At the mention of bodies, the manager’s eyes bulged in immediate alarm and he swiped a card through a slot. The door swung open and he stood back to let Gunna and Eiríkur enter the room first. The clatter of running water was the first thing Gunna noticed, followed by the steam coming past the slightly ajar bathroom door, and the reek of sulphur.
“Bjarki!” Gunna called out. “Are you there?”
The bedroom was empty, the duvet on the bed thrown back. Gunna took a deep breath and pushed open the bathroom door. A cloud of steam billowed past her. She peered into the gloom, the room’s light hardly piercing the steam and reduced to a white orb in the middle of the ceiling. She could see the water running at full power in the shower cubicle, and a dark shape against the cubicle wall showed her where Bjarki Steinsson was.
Here we go again, she thought, turning to Eiríkur. “We’re going to need an ambulance, I reckon. Get one called, will you?” she told him and gingerly opened the cubicle door.
Gunna looked down at the body curled against the wall and breathed a sigh of relief as Bjarki Steinsson gazed up at her with water cascading through his thin hair and down his face. There was misery in his eyes—but at least he was alive.
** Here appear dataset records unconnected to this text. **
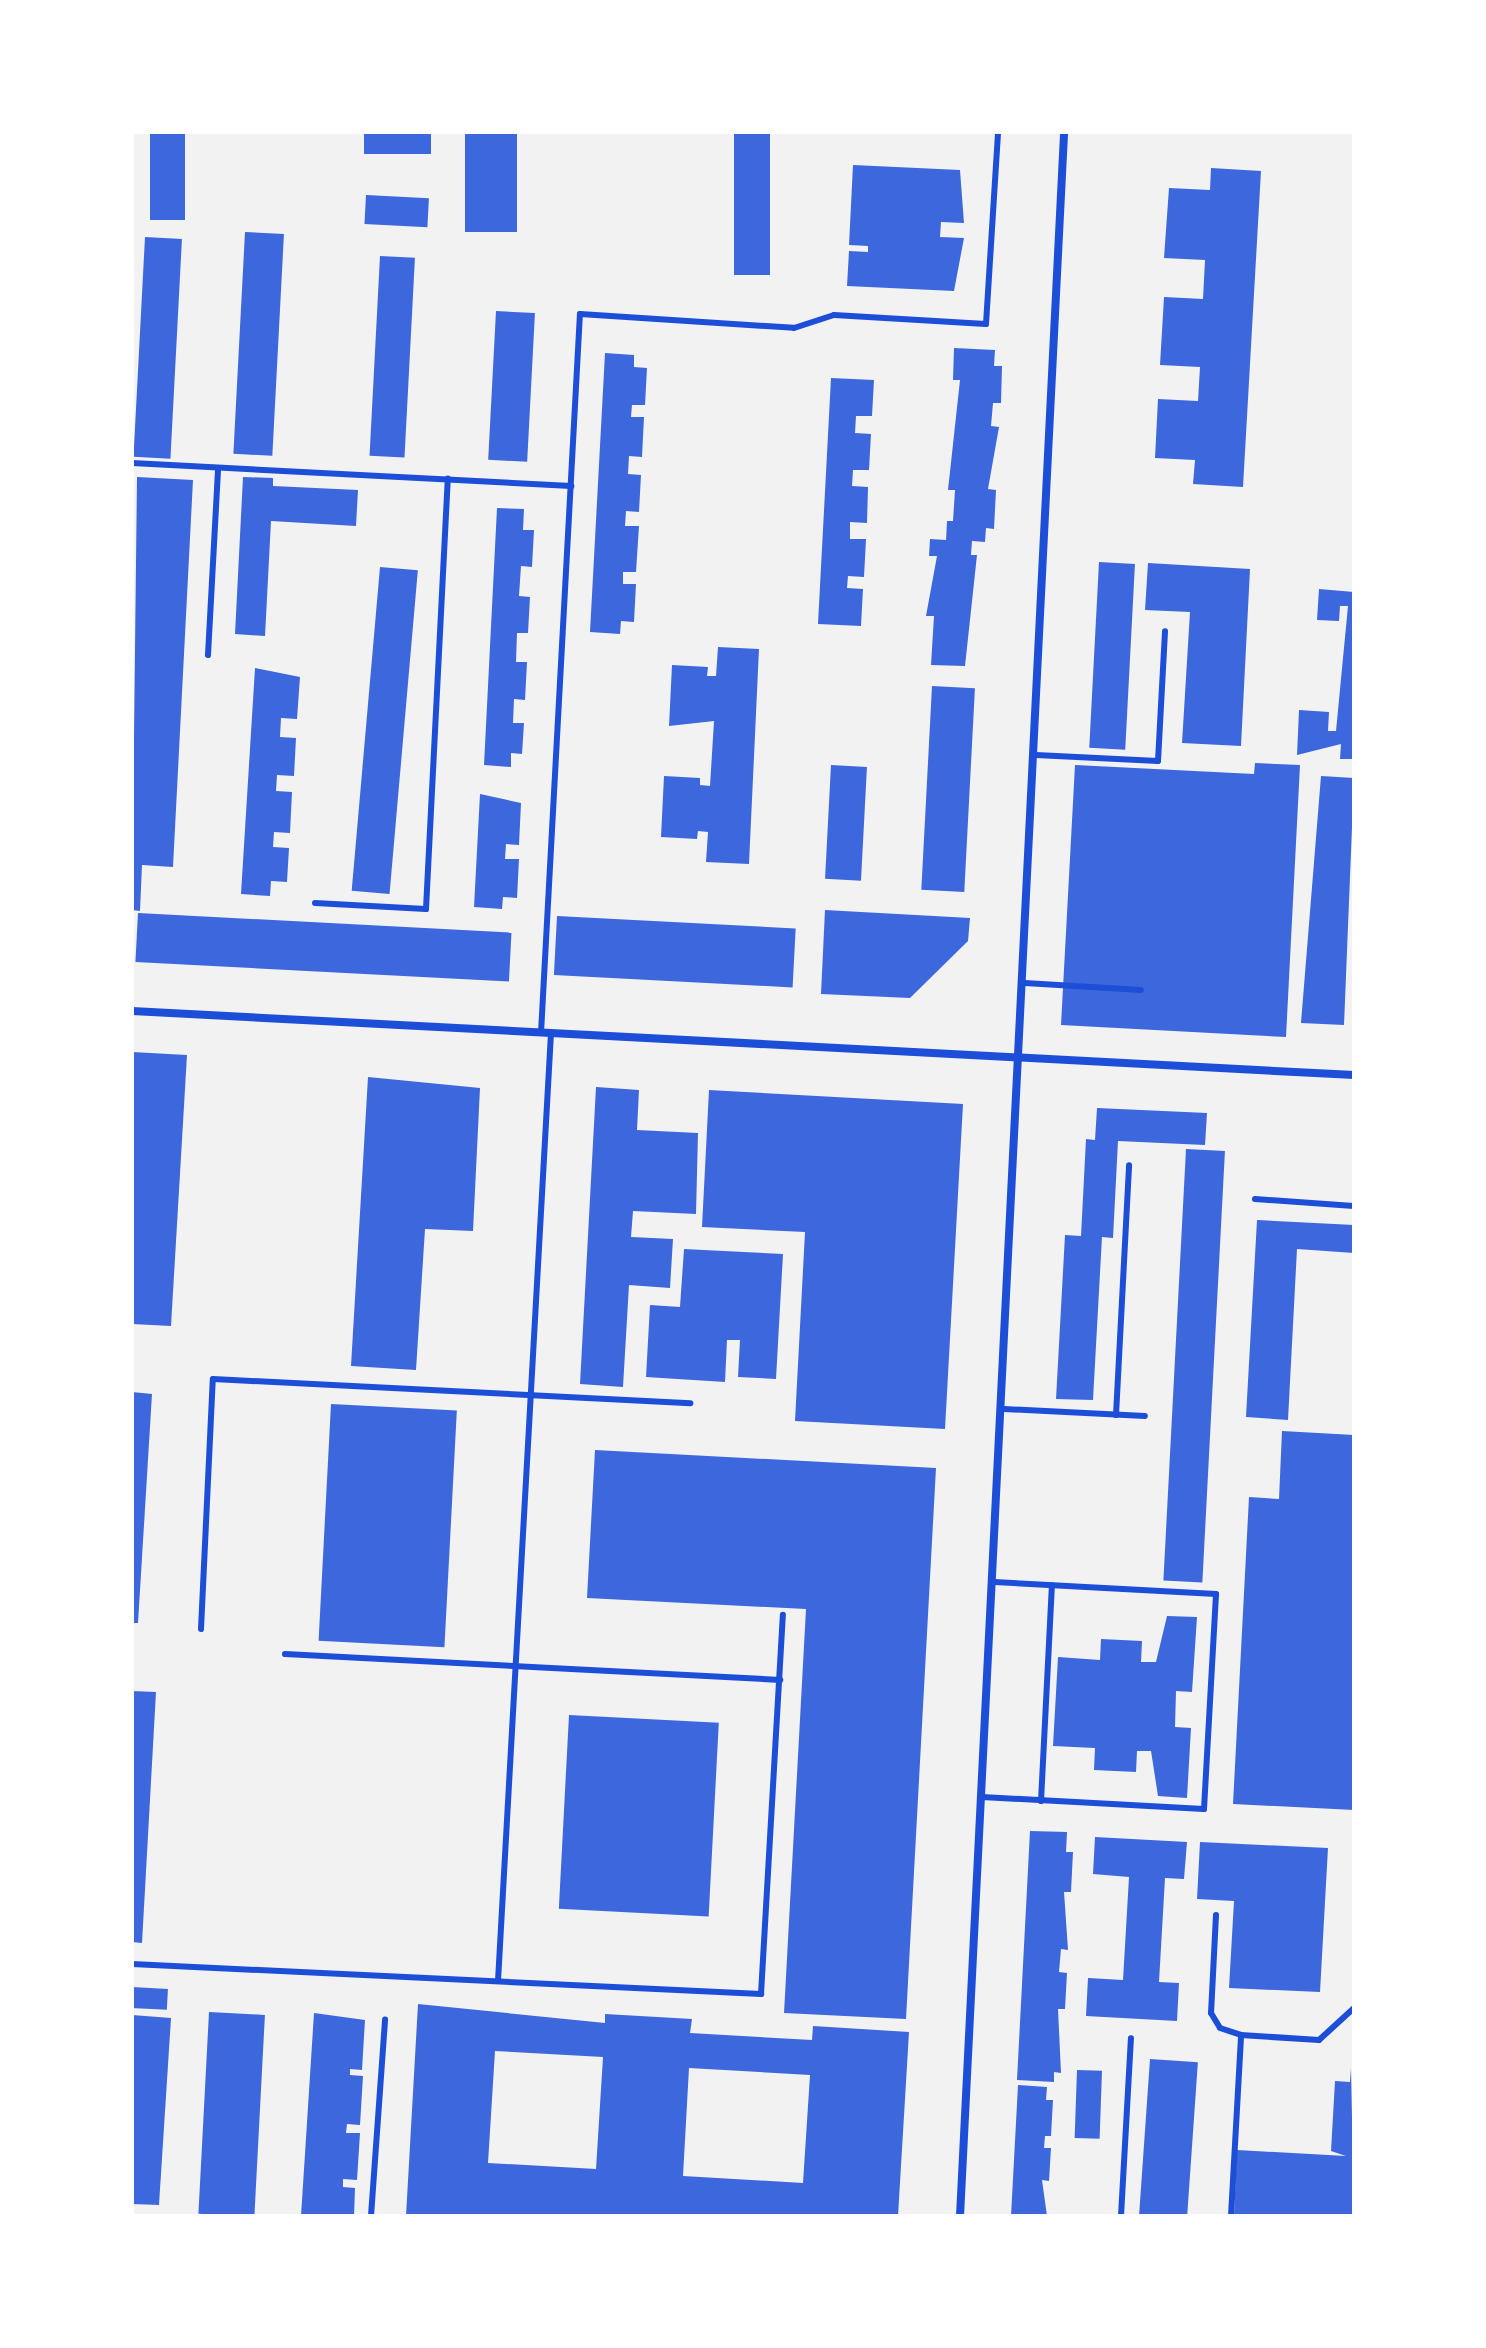 <!DOCTYPE html>
<style>
body{margin:0}
#map{position:relative;width:1486px;height:2348px;overflow:hidden;background:#f2f2f2;font-family:Arial,sans-serif}
div>[style]{position:absolute}
[style*='--x']{left:calc(var(--x)*1px);top:calc(var(--y)*1px);width:calc(var(--w)*1px);rotate:calc(var(--a)*1deg)}
.building>*{inset:0;background:#3d67dc;transform-origin:0 0}
.service>*{height:6px;margin:-3px;padding:0 3px;transform-origin:3px;border-radius:3px;background:#1d4ed8}
.minor>*{height:8px;margin:-4px;padding:0 4px;transform-origin:4px;border-radius:4px;background:#1d4ed8}
span{translate:-50% -50%;white-space:nowrap;text-align:center;line-height:1.15;-webkit-text-stroke:8px #fff;paint-order:stroke}
.frame{position:absolute;inset:0;border:134px solid #fff;pointer-events:none}
</style>
<div id="map">
<div class="building">
<i style="left:150px;top:132px;width:35px;height:88px"></i>
<i style="left:364px;top:132px;width:67px;height:22px"></i>
<i style="left:465px;top:132px;width:52px;height:100px"></i>
<i style="left:734px;top:132px;width:36px;height:143px"></i>
<i style="clip-path:polygon(853px 165px,960px 170px,964px 223px,941px 222px,940px 237px,964px 238px,954px 291px,847px 286px,849px 251px,868px 252px,868px 246px,849px 245px)"></i>
<i style="clip-path:polygon(1211px 168px,1261px 171px,1243px 487px,1193px 484px,1195px 460px,1155px 458px,1158px 399px,1198px 401px,1200px 367px,1160px 365px,1164px 297px,1203px 299px,1205px 260px,1164px 258px,1169px 188px,1210px 190px)"></i>
<i style="left:366px;top:195px;width:63px;height:29px;rotate:3deg"></i>
<i style="left:245px;top:232px;width:39px;height:222px;rotate:3deg"></i>
<i style="left:145px;top:237px;width:37px;height:220px;rotate:3deg"></i>
<i style="left:380px;top:256px;width:35px;height:200px;rotate:3deg"></i>
<i style="left:496px;top:311px;width:39px;height:149px;rotate:3deg"></i>
<i style="clip-path:polygon(954px 348px,995px 350px,994px 366px,1002px 366px,1001px 403px,993px 403px,991px 426px,999px 427px,988px 489px,996px 490px,994px 529px,986px 528px,985px 542px,972px 541px,971px 555px,977px 555px,965px 666px,931px 665px,934px 616px,926px 616px,937px 556px,929px 556px,930px 539px,946px 540px,947px 521px,953px 521px,955px 490px,948px 490px,960px 380px,953px 380px)"></i>
<i style="clip-path:polygon(605px 353px,634px 355px,634px 367px,647px 368px,645px 405px,632px 405px,631px 417px,644px 417px,642px 457px,629px 456px,628px 474px,641px 475px,639px 512px,626px 511px,625px 526px,639px 526px,636px 572px,623px 572px,623px 584px,636px 584px,634px 622px,621px 621px,620px 634px,590px 632px)"></i>
<i style="clip-path:polygon(831px 378px,874px 380px,872px 416px,856px 416px,855px 433px,871px 434px,869px 470px,853px 470px,852px 486px,868px 487px,867px 523px,850px 522px,850px 539px,866px 539px,864px 577px,848px 576px,847px 588px,863px 589px,861px 626px,818px 624px)"></i>
<i style="clip-path:polygon(137px 477px,193px 480px,173px 867px,142px 865px,140px 911px,132px 910px)"></i>
<i style="clip-path:polygon(243px 477px,273px 478px,273px 486px,358px 490px,356px 526px,271px 521px,265px 636px,235px 634px)"></i>
<i style="clip-path:polygon(497px 508px,524px 509px,523px 530px,534px 530px,532px 567px,521px 566px,519px 596px,530px 597px,528px 633px,517px 633px,516px 662px,527px 662px,525px 700px,514px 699px,513px 723px,524px 723px,522px 754px,511px 753px,511px 767px,484px 765px)"></i>
<i style="left:1099px;top:562px;width:36px;height:186px;rotate:3deg"></i>
<i style="clip-path:polygon(1148px 563px,1250px 569px,1241px 746px,1182px 743px,1190px 612px,1145px 610px)"></i>
<i style="left:380px;top:567px;width:38px;height:325px;rotate:5deg"></i>
<i style="clip-path:polygon(1319px 589px,1354px 592px,1354px 759px,1340px 759px,1341px 744px,1297px 755px,1299px 710px,1329px 712px,1328px 731px,1336px 731px,1348px 606px,1340px 606px,1339px 621px,1317px 620px)"></i>
<i style="clip-path:polygon(718px 647px,759px 649px,749px 864px,706px 862px,708px 832px,698px 831px,697px 839px,661px 837px,664px 776px,700px 778px,700px 785px,710px 786px,714px 721px,669px 726px,672px 665px,708px 667px,707px 676px,716px 676px)"></i>
<i style="clip-path:polygon(255px 668px,300px 677px,297px 719px,281px 718px,280px 737px,296px 738px,294px 776px,277px 775px,276px 791px,292px 792px,290px 833px,274px 832px,273px 847px,289px 848px,287px 882px,271px 881px,270px 896px,241px 894px)"></i>
<i style="left:932px;top:686px;width:43px;height:204px;rotate:3deg"></i>
<i style="clip-path:polygon(1255px 763px,1300px 765px,1286px 1037px,1061px 1025px,1075px 765px,1254px 774px)"></i>
<i style="left:831px;top:765px;width:36px;height:114px;rotate:3deg"></i>
<i style="clip-path:polygon(1321px 776px,1354px 778px,1344px 1025px,1301px 1023px)"></i>
<i style="clip-path:polygon(480px 794px,521px 803px,519px 845px,506px 844px,505px 859px,519px 859px,517px 898px,503px 897px,502px 909px,474px 907px)"></i>
<i style="clip-path:polygon(825px 910px,970px 918px,968px 941px,910px 998px,821px 994px)"></i>
<i style="left:138px;top:913px;width:374px;height:49px;rotate:3deg"></i>
<i style="left:557px;top:916px;width:239px;height:59px;rotate:3deg"></i>
<i style="clip-path:polygon(132px 1052px,187px 1055px,171px 1326px,132px 1324px)"></i>
<i style="clip-path:polygon(368px 1077px,480px 1088px,473px 1231px,425px 1229px,416px 1370px,351px 1366px)"></i>
<i style="clip-path:polygon(596px 1087px,639px 1090px,637px 1130px,698px 1133px,696px 1214px,633px 1211px,631px 1237px,673px 1239px,670px 1288px,629px 1285px,623px 1387px,580px 1384px)"></i>
<i style="clip-path:polygon(709px 1090px,963px 1104px,945px 1429px,795px 1421px,805px 1232px,702px 1227px)"></i>
<i style="clip-path:polygon(1097px 1108px,1207px 1113px,1205px 1145px,1118px 1141px,1113px 1238px,1102px 1237px,1093px 1400px,1056px 1399px,1065px 1235px,1081px 1236px,1086px 1139px,1095px 1140px)"></i>
<i style="left:1186px;top:1149px;width:39px;height:432px;rotate:3deg"></i>
<i style="clip-path:polygon(1257px 1220px,1354px 1225px,1354px 1253px,1297px 1249px,1288px 1420px,1246px 1417px)"></i>
<i style="clip-path:polygon(684px 1249px,783px 1254px,776px 1379px,738px 1377px,740px 1340px,727px 1340px,725px 1382px,646px 1377px,650px 1305px,680px 1307px)"></i>
<i style="clip-path:polygon(132px 1392px,152px 1394px,138px 1623px,132px 1623px)"></i>
<i style="left:331px;top:1404px;width:126px;height:237px;rotate:3deg"></i>
<i style="clip-path:polygon(1282px 1431px,1354px 1435px,1354px 1810px,1233px 1804px,1249px 1497px,1279px 1499px)"></i>
<i style="clip-path:polygon(595px 1450px,936px 1468px,906px 2019px,784px 2013px,806px 1609px,587px 1598px)"></i>
<i style="clip-path:polygon(1167px 1616px,1197px 1617px,1192px 1692px,1176px 1691px,1175px 1727px,1191px 1728px,1187px 1798px,1158px 1796px,1151px 1751px,1137px 1751px,1136px 1772px,1094px 1770px,1095px 1748px,1053px 1746px,1058px 1657px,1100px 1660px,1101px 1639px,1142px 1641px,1141px 1662px,1156px 1662px)"></i>
<i style="clip-path:polygon(132px 1691px,156px 1692px,142px 1943px,132px 1942px)"></i>
<i style="left:569px;top:1715px;width:150px;height:194px;rotate:3deg"></i>
<i style="clip-path:polygon(1030px 1831px,1067px 1832px,1066px 1852px,1073px 1852px,1071px 1892px,1064px 1892px,1068px 1950px,1061px 1949px,1059px 1972px,1067px 1973px,1065px 2009px,1058px 2009px,1061px 2073px,1054px 2072px,1054px 2082px,1017px 2080px)"></i>
<i style="clip-path:polygon(1095px 1837px,1187px 1842px,1184px 1879px,1165px 1878px,1159px 1982px,1179px 1983px,1177px 2021px,1086px 2016px,1088px 1978px,1123px 1980px,1129px 1877px,1093px 1874px)"></i>
<i style="clip-path:polygon(1200px 1842px,1328px 1848px,1320px 1992px,1229px 1988px,1234px 1901px,1197px 1899px)"></i>
<i style="left:132px;top:1987px;width:36px;height:21px;rotate:3deg"></i>
<i style="clip-path:polygon(evenodd,418px 2004px,605px 2023px,605px 2014px,692px 2019px,690px 2033px,812px 2040px,813px 2026px,909px 2032px,898px 2216px,406px 2216px,418px 2004px,495px 2051px,603px 2057px,596px 2169px,488px 2163px,495px 2051px,418px 2004px,689px 2068px,810px 2075px,803px 2183px,683px 2176px,689px 2068px)"></i>
<i style="left:209px;top:2012px;width:56px;height:202px;rotate:3deg"></i>
<i style="clip-path:polygon(314px 2013px,365px 2020px,362px 2070px,350px 2069px,350px 2075px,363px 2076px,360px 2125px,347px 2124px,346px 2133px,360px 2133px,357px 2180px,343px 2179px,343px 2187px,355px 2188px,354px 2216px,301px 2216px)"></i>
<i style="clip-path:polygon(132px 2015px,171px 2018px,159px 2205px,132px 2204px)"></i>
<i style="left:1150px;top:2059px;width:48px;height:157px;rotate:4deg"></i>
<i style="clip-path:polygon(1351px 2068px,1354px 2216px,1234px 2216px,1237px 2150px,1346px 2156px,1331px 2151px,1335px 2081px,1350px 2082px)"></i>
<i style="left:1077px;top:2070px;width:25px;height:68px;rotate:2deg"></i>
<i style="clip-path:polygon(1018px 2085px,1047px 2087px,1046px 2100px,1053px 2100px,1051px 2136px,1045px 2136px,1044px 2148px,1051px 2148px,1049px 2181px,1042px 2180px,1047px 2216px,1011px 2216px)"></i>
</div>
<div class="service">
<i style="--x:132;--y:463;--w:440;--a:3"></i>
<i style="--x:208;--y:655;--w:187;--a:-86.9"></i>
<i style="--x:1036;--y:755;--w:122;--a:2.8"></i>
<i style="--x:1158;--y:761;--w:130;--a:-86.9"></i>
<i style="--x:315;--y:903;--w:111;--a:3.1"></i>
<i style="--x:426;--y:909;--w:431;--a:-87.1"></i>
<i style="--x:1025;--y:983;--w:116;--a:3.5"></i>
<i style="--x:541;--y:1033;--w:720;--a:-86.9"></i>
<i style="--x:580;--y:314;--w:214;--a:3.7"></i>
<i style="--x:794;--y:328;--w:42;--a:-18"></i>
<i style="--x:834;--y:315;--w:152;--a:3.4"></i>
<i style="--x:986;--y:324;--w:192;--a:-86.4"></i>
<i style="--x:1255;--y:1199;--w:99;--a:4"></i>
<i style="--x:1004;--y:1409;--w:141;--a:2.8"></i>
<i style="--x:1116;--y:1415;--w:250;--a:-87"></i>
<i style="--x:201;--y:1629;--w:250;--a:-87.3"></i>
<i style="--x:213;--y:1379;--w:478;--a:2.9"></i>
<i style="--x:285;--y:1654;--w:496;--a:3"></i>
<i style="--x:982;--y:1797;--w:222;--a:3.1"></i>
<i style="--x:1204;--y:1809;--w:215;--a:-86.8"></i>
<i style="--x:1216;--y:1594;--w:222;--a:-176.9"></i>
<i style="--x:1041;--y:1801;--w:216;--a:-87.1"></i>
<i style="--x:1216;--y:1915;--w:98;--a:92.9"></i>
<i style="--x:1211;--y:2013;--w:17;--a:59"></i>
<i style="--x:1220;--y:2028;--w:22;--a:18"></i>
<i style="--x:132;--y:1964;--w:630;--a:2.73"></i>
<i style="--x:761;--y:1994;--w:380;--a:-86.7"></i>
<i style="--x:498;--y:1981;--w:948;--a:-86.8"></i>
<i style="--x:371;--y:2216;--w:197;--a:-85.9"></i>
<i style="--x:1121;--y:2216;--w:178;--a:-86.8"></i>
<i style="--x:1231;--y:2216;--w:181;--a:-86.8"></i>
<i style="--x:1241;--y:2035;--w:78;--a:3.7"></i>
<i style="--x:1319;--y:2040;--w:47;--a:-42.4"></i>
</div>
<div class="minor">
<i style="--x:132;--y:1011;--w:1224;--a:3"></i>
<i style="--x:960;--y:2216;--w:2087;--a:-87.14"></i>
</div>
<div class="frame"></div>
</div>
She gestured to Eiríkur to take a step back before she squatted down on her haunches and looked into Bjarki Steinsson’s blank brown eyes rimmed with red.
“Bjarki?” she said gently. “What happened?”
“It’s just too much,” he said hollowly.
“Look, come on out of the shower, will you? You’ve been in there for a long time.”
“It doesn’t matter,” he said finally, after a long moment’s thought. “None of it matters now.”
Gunna stood up. She leaned over him to turn off the flow of scalding water and there was a sudden silence. She pulled a thick towel from the rail, opened it and held it out to him.
“It’s going to be all right,” she said softly. “Come on, we’ll get you dried off and sorted out. All right?”
He nodded dumbly and dragged himself unsteadily to his feet, every movement seeming to cost him pain. Gunna was surprised at just how thin his limbs were as he stepped, shivering already, from the shower cubicle. He immediately sat on the closed toilet seat and his shoulders hunched forward, emphasizing the pale paunch that contrasted with the thinness of the rest of his body. She wrapped the towel around his shoulders and pulled another from the rack.
“Get the manager out of here, and make sure he keeps quiet,” she said to Eiríkur in a matter-of-fact voice so as not to alarm the forlorn man sitting in front of her. “And look out for that ambulance, will you?”
Eiríkur disappeared, taking the manager with him.
“All right, Bjarki. They’ve all gone. Stand up again, please.”
He obeyed as if in a trance, and she reached around him to wrap the second towel about his waist before taking his hand to lead him to the bedroom. She sat him down on the end of the bed and crouched down in front of him.
“Bjarki, tell me what happened. Have you taken any pills or anything like that?”
The question seemed to spark him into consciousness.
“God, no.”
“What then?”
“I was just going to go away. Away from everything. I’ve wanted to do it for years, just walk away.”
“Where to?”
“To the house in Spain.”
“You have a house there?”
Bjarki nodded. “Nobody knows about it, not even the witch,” he whispered. “Bjartmar fixed it up for me at a good price. I was going to go there and not bother coming back.”
“So what went wrong?”
“You did,” he said with a first flash of animation. “Stopped me at the airport yesterday.”
“Customs stopped you leaving the country with an illegal amount of foreign currency,” Gunna reminded him.
“Illegal, crap. All the top dogs can do it. If you know the right people, you can do what you want.”
“But why yesterday? What brought this on if you’ve been planning it for so long?”
Bjarki shook his head. “We went there a couple of times, Svana and I. Nobody knew us. It was perfect. Then she died.”